What should you transcribe? Every line from the top of the records below through the line with "--surface:#fff; --page:#f7f7f7; --text:#2b2b33;", exactly, and no pictures.

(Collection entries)
++++++++++++++++++++

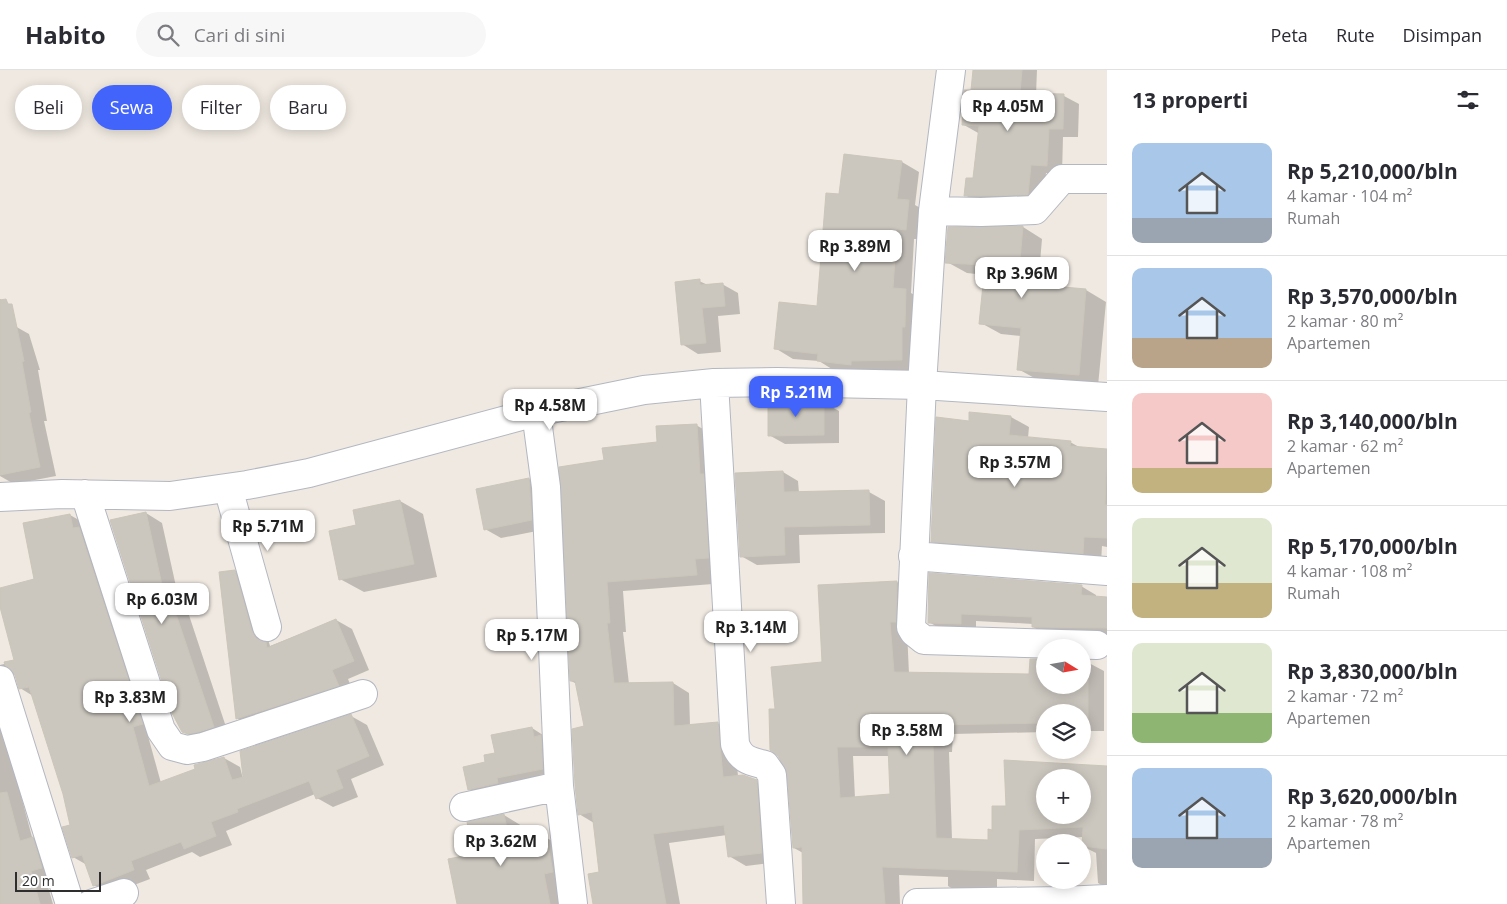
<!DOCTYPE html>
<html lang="id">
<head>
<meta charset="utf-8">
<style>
	:root { --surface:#fff; --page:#f7f7f7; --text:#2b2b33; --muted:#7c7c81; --line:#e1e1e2; --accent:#4264fb }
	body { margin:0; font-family:"Open Sans",sans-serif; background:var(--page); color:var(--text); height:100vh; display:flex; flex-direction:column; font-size:19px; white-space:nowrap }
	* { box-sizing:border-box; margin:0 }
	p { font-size:16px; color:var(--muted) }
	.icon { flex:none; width:28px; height:28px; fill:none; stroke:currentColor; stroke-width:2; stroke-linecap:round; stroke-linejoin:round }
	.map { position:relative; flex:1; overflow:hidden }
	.drawer { display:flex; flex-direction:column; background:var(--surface); width:400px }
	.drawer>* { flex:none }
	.top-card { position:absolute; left:15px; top:15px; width:475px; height:45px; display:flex; gap:10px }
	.needle { width:32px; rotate:101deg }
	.controls { position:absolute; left:1036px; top:569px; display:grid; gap:10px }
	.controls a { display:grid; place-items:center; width:55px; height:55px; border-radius:50%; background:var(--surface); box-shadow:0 2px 12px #0003; font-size:25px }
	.scale { position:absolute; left:15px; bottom:12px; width:86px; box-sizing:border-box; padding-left:5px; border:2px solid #2e2e2e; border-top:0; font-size:14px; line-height:18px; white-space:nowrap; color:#2e2e2e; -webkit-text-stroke:4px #fff; paint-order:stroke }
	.price { position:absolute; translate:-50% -42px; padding:0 11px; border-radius:10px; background:#fff; color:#222; font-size:16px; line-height:32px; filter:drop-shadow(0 1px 2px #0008) }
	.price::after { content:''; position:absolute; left:50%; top:30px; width:15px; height:11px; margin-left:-8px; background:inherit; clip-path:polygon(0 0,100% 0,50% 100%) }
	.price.on { background:var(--accent); color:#fff }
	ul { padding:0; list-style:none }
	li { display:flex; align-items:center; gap:15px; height:125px; padding:0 25px }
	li+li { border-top:1px solid var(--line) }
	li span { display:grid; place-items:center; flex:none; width:140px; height:100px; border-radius:10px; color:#555 }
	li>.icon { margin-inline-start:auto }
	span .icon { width:60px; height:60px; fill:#fffc; stroke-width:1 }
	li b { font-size:21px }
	h2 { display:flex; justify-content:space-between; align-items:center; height:60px; padding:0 25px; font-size:21px }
	.tag { padding:0 18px; border-radius:22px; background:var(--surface); box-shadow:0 2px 12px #0003; font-size:18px; line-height:45px }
	.tag.on { background:var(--accent); color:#fff }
	header { display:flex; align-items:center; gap:30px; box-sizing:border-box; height:70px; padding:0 25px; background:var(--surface); border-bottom:1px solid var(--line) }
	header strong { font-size:24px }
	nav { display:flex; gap:28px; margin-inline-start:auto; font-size:18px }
	.search { width:350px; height:45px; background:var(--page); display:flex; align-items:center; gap:12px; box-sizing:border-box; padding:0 18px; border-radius:28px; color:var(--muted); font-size:19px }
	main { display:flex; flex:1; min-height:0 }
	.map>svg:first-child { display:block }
	.shadow { fill:#0003; fill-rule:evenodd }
	.building { fill:#cbc7bf; stroke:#cbc5ba; fill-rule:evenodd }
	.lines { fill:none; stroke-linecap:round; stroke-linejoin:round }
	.minor-casing { stroke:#b4b7c1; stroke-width:30 }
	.minor { stroke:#fff; stroke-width:28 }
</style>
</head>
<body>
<header>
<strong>Habito</strong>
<div class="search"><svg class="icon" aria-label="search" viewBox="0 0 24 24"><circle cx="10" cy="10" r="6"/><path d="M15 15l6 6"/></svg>Cari di sini</div>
<nav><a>Peta</a><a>Rute</a><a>Disimpan</a></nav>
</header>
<main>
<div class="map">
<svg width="1107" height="834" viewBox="0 0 1107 834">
	<rect width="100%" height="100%" fill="#efe9e1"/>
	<path class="shadow" d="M974 0H1037L1036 25 1064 26 1079 34 1078 67H1063L1062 104 1046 103 1043 133 980 134 965 125 974 110 980 64 964 55 972 22Z
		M902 92 919 102 915 135 926 141 923 169H914L911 223 923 230 919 300 835 301 819 291 793 289 775 278 818 237 840 125Z
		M1023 157 1042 169 1038 216 1086 220 1106 232 1098 316 1038 310 1018 299 1021 266 1001 264 981 253 985 205 967 203 947 192Z
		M699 211 708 215 722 214 738 223 740 244 718 246 721 282 698 284 682 274Z
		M0 229 7 233 13 255 29 264 40 300H38L47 351H44L56 406 14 414 0 406Z
		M823 332 839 341V373L785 374 769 365Z
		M971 343 1011 347 1029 357 1028 368 1070 372 1081 378 1107 380V477L1102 476 1101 493 949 481 932 471 970 353Z
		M696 355 713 365V514L623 521 626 562H623L629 614 673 613 689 623 690 655 717 653 734 662 738 706 756 712 773 721 778 792 746 796 729 786 727 765 669 773 680 834H595L600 803 594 753 579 744 585 657 577 614 571 611 605 391 658 373Z
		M783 402 798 411 799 423 869 422 885 431V463L799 465 800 493 757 495 741 486Z
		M529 409 545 418 547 459 501 468 485 459Z
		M400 431 423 444 437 507 364 522 340 509 358 456 354 441Z
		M146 443 162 453 179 530 185 533 229 666 199 671 183 661Z
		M70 445 86 454 158 663 148 666 161 713 224 688 240 697 243 709 351 646 367 655 384 695 351 709 358 727 333 737 317 728 315 724 226 761 232 775 200 787 192 782 146 800 150 809 110 824 94 815 87 795 73 787 72 756 64 724 33 626 20 618 14 603 4 609 0 637V595L16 591 0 532V519L36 510Z
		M235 502 251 511 270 576 336 550 352 559 369 600 348 609 354 624 253 658 238 649 221 503Z
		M930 504 1081 516 1096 525V528L1107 529V565H1048L1033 557V554L976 551V562L944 561 929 552Z
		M897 512 914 522 907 560 909 604 1030 605 1045 590V615H1082L1087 592 1104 601V661H1082V642H1045V662L953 664 952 682H949L952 769 989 771 1008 738 1005 692 1107 697V818L1098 813 1096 783 1082 776 1083 767 1035 769 1034 811 997 809V825L965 826 948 816V807L899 805 900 834H805L803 783 794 778 789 704 776 640 823 593 819 517ZM853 686H890L891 725 855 728ZM1045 708H1082V745H1045Z
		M0 657 9 686 11 688 32 767 48 777 57 806 46 810 53 834H0Z
		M532 658 546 667 557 707 483 728 469 719 487 693Z
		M504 745 522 756 525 771 545 767 564 778 566 834H499L475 785Z"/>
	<path class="building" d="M973 0H1022L1020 23 1064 24 1063 59H1049L1047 96 1031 95 1028 125 964 126 966 108H973L979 56 962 55 964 20H971Z
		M844 84 902 91 897 129 909 130 906 160 897 159 893 218 906 219 905 257H902V290L851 291V295L817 291 818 284 774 279 779 232 817 236 826 123 839 124Z
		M1023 156 1018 213 1086 219 1079 305 1017 300 1021 258 979 254 985 195 945 193 948 157Z
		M700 209V215L723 213 725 236 702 238 706 273 681 275 675 212Z
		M6 229 8 234H12L24 291 22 292 31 342 29 343 40 397 0 405V230Z
		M824 331V365L768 366V332Z
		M969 342 1011 346 1009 365 1071 371 1070 376 1107 379 1105 435H1107V468L1084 467 1083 484 931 472 936 347 969 351Z
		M697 354 700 404H704L709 488 695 489 697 505 607 512 610 553H607L614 613 673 612 674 656 718 652 723 707 743 705 757 710 762 783 728 787 724 755 653 764 666 834H593L588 804 599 802 592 742 578 745 575 715 572 659 584 656 575 611H570L559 397 604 390 602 378 657 372 656 356Z
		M783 401 784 422 869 420 870 455 784 457 785 485 740 487 735 403Z
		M529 408 532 450 484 460 476 419Z
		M400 430 414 494 339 510 329 461 356 455 353 440Z
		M146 442 164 524 169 523 214 657 199 662 188 664 182 662 172 643 110 450Z
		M70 444 73 458 79 457 143 654 133 657 149 716 195 699 194 695 224 687 232 710 243 707 240 681 351 644 369 686 336 700 343 718 316 729 309 711 237 739 238 742 211 752 216 766 184 779 181 772 131 791 134 800 93 816 82 785 72 788 62 757 70 755 63 724 29 617 19 619 15 605 5 595 4 592 14 590 0 537V518L34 509 23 453Z
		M235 500 252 561 256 568 266 572 267 578 336 549 354 591 332 600 339 616 236 649 219 502Z
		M929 503 1082 515 1081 525 1107 527V558L1032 557V547L961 544V554L928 553Z
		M897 511 896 552H890L894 602 1029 604 1030 589H1045V615H1082V590H1088V652H1082V642H1045V653L936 655V673H933L936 768 988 770V759L992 760V736H1006L1004 690 1107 696V779L1082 776 1083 757 1019 760 1017 802 882 797 885 834H803L802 777 793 778 787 703 778 686 770 680 769 639H775L771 597 822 592 818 515ZM837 677H888L890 724 840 728ZM1045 708H1082V745H1045Z
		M532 657 534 667 541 665 543 699 497 708 498 713 468 720 463 697 485 692 484 685 495 683 491 665Z
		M7 722 20 771 33 767 42 798 31 801 40 834H0V723Z
		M504 744 510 773 546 765 553 802 544 804 550 834H457L448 789 474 784 467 752Z"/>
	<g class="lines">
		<defs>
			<path id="minor" d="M951 0 933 141 922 315 911 557 914 562 924 570 1097 575
				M933 141 981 142 1035 140 1062 109H1107
				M714 313 735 674C741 690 750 691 765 695L772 705 781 834
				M536 342 546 417 559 716 573 834
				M228 418 267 557
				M85 424 161 660 172 676 187 680 203 677 363 624
				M0 427 62 424 170 426 247 415 309 403 536 342 644 320 714 313 777 312 922 315 1107 327
				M913 486 1107 501
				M0 610 70 834
				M464 737 559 716
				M917 833 1062 831 1107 829
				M91 834 124 823"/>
		</defs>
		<use href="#minor" class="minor-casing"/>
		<use href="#minor" class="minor"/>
	</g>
</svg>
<div class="controls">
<a><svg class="needle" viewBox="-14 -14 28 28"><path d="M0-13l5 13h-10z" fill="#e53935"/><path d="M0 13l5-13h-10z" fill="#7c7c81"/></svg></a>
<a><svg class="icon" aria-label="layers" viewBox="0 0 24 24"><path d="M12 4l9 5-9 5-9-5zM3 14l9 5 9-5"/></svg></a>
<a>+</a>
<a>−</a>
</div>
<div class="scale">20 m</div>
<b class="price" style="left:1008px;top:62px">Rp 4.05M</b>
<b class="price" style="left:855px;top:202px">Rp 3.89M</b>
<b class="price" style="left:1022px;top:229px">Rp 3.96M</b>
<b class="price on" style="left:796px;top:348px">Rp 5.21M</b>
<b class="price" style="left:550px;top:361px">Rp 4.58M</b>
<b class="price" style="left:1015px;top:418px">Rp 3.57M</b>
<b class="price" style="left:268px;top:482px">Rp 5.71M</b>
<b class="price" style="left:162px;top:555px">Rp 6.03M</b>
<b class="price" style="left:751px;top:583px">Rp 3.14M</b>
<b class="price" style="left:532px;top:591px">Rp 5.17M</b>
<b class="price" style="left:130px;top:653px">Rp 3.83M</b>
<b class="price" style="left:907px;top:686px">Rp 3.58M</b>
<b class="price" style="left:501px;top:797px">Rp 3.62M</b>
<div class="top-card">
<a class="tag">Beli</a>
<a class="tag on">Sewa</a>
<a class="tag">Filter</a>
<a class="tag">Baru</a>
</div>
</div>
<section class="drawer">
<h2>13 properti<svg class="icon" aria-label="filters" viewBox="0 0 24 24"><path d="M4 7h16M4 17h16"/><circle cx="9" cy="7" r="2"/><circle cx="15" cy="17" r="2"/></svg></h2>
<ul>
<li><span style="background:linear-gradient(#a9c7e8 75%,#9aa5b1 0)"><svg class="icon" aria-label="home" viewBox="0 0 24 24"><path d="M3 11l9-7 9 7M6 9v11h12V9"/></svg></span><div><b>Rp 5,210,000/bln</b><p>4 kamar · 104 m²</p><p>Rumah</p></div></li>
<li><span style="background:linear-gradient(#a9c7e8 70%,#b9a48a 0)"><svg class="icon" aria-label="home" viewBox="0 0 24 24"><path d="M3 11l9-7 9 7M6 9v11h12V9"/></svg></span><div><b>Rp 3,570,000/bln</b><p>2 kamar · 80 m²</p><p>Apartemen</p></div></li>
<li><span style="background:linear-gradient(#f6c9c9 75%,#c2b280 0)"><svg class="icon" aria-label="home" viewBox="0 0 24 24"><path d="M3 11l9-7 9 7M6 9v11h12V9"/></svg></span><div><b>Rp 3,140,000/bln</b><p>2 kamar · 62 m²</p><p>Apartemen</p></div></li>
<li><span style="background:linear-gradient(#dfe7d0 65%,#c2b280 0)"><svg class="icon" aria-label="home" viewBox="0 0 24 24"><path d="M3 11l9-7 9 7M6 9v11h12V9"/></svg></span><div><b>Rp 5,170,000/bln</b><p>4 kamar · 108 m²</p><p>Rumah</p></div></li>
<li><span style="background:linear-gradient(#dfe7d0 70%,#8fb573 0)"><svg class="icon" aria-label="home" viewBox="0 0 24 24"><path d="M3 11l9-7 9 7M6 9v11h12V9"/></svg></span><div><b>Rp 3,830,000/bln</b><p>2 kamar · 72 m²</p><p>Apartemen</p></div></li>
<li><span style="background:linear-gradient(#a9c7e8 70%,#9aa5b1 0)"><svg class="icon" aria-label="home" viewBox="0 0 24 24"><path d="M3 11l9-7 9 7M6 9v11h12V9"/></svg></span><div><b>Rp 3,620,000/bln</b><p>2 kamar · 78 m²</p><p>Apartemen</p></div></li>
</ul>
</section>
</main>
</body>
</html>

++++++++++++++++++++

■ Written solution
<!DOCTYPE html>
<html lang="id">
<head>
<meta charset="utf-8">
<style>
	:root { --surface:#fff; --page:#f7f7f7; --text:#2b2b33; --muted:#7c7c81; --line:#e1e1e2; --accent:#4264fb }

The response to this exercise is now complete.